◆ Work task ◆
Please give the number of lines in the material below that contain "Minified", and provide nothing besides that number.

= = = = = = =

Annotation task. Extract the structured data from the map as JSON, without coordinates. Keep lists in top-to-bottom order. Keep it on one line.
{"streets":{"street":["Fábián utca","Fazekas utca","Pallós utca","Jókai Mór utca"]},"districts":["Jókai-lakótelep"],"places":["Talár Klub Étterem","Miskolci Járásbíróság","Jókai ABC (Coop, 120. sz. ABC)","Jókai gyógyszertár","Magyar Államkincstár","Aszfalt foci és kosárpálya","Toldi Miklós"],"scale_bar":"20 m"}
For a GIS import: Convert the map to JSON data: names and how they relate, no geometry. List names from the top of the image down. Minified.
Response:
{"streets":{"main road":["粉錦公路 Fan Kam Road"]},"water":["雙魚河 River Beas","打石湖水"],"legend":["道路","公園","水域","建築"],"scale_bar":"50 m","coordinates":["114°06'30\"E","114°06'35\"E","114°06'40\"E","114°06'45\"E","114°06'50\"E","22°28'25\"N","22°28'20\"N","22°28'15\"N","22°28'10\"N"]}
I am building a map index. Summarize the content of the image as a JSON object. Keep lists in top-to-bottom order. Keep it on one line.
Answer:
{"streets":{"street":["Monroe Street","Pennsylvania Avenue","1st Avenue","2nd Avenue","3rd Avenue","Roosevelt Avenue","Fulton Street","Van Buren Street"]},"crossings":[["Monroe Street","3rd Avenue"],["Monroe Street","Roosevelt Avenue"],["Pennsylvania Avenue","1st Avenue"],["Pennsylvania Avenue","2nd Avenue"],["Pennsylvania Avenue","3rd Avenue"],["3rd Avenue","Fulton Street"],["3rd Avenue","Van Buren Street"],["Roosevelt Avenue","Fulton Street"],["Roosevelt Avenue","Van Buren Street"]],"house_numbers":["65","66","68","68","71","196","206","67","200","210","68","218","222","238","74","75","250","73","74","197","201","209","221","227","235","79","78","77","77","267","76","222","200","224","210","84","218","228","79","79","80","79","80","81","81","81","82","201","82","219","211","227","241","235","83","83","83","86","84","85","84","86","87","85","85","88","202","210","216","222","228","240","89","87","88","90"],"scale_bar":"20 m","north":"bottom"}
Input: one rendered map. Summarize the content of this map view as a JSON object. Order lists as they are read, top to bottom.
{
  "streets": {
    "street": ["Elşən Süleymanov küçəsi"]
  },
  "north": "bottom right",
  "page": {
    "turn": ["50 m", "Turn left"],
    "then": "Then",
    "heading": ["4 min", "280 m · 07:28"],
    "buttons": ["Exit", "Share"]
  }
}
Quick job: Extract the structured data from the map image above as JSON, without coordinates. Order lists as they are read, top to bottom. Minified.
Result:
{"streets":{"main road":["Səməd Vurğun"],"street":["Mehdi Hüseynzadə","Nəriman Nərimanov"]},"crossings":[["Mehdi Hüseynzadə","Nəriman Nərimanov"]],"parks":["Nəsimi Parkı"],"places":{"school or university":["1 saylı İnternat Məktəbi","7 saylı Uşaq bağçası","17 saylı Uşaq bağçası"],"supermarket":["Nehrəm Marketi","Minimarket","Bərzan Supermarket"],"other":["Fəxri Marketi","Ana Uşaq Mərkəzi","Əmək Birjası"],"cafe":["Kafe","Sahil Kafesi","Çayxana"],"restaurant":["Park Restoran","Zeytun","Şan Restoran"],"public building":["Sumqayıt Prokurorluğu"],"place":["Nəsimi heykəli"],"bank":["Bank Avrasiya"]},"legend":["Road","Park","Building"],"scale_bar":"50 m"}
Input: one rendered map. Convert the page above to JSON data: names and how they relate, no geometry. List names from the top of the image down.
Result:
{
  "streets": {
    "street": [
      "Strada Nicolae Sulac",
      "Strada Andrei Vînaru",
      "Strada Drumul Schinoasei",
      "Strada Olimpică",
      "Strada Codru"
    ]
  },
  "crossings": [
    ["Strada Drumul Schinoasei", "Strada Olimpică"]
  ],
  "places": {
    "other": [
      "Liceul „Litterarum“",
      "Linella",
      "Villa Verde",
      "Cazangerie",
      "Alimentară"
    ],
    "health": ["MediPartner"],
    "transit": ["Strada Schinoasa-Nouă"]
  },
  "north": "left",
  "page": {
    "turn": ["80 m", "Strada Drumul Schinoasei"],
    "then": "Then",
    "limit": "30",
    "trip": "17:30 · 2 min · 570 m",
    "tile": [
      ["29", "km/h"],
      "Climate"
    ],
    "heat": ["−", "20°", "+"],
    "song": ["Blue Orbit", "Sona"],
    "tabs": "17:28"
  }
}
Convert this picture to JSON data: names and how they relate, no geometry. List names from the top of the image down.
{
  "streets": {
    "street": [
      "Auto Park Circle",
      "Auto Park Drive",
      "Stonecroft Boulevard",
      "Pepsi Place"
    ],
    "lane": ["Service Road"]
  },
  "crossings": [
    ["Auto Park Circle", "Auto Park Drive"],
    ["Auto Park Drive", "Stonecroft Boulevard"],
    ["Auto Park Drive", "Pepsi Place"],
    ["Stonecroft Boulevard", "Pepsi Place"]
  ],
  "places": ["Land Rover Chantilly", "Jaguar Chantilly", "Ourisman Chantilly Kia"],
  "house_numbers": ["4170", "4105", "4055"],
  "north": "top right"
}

= = = = = = =

◆ Answer below ◆
2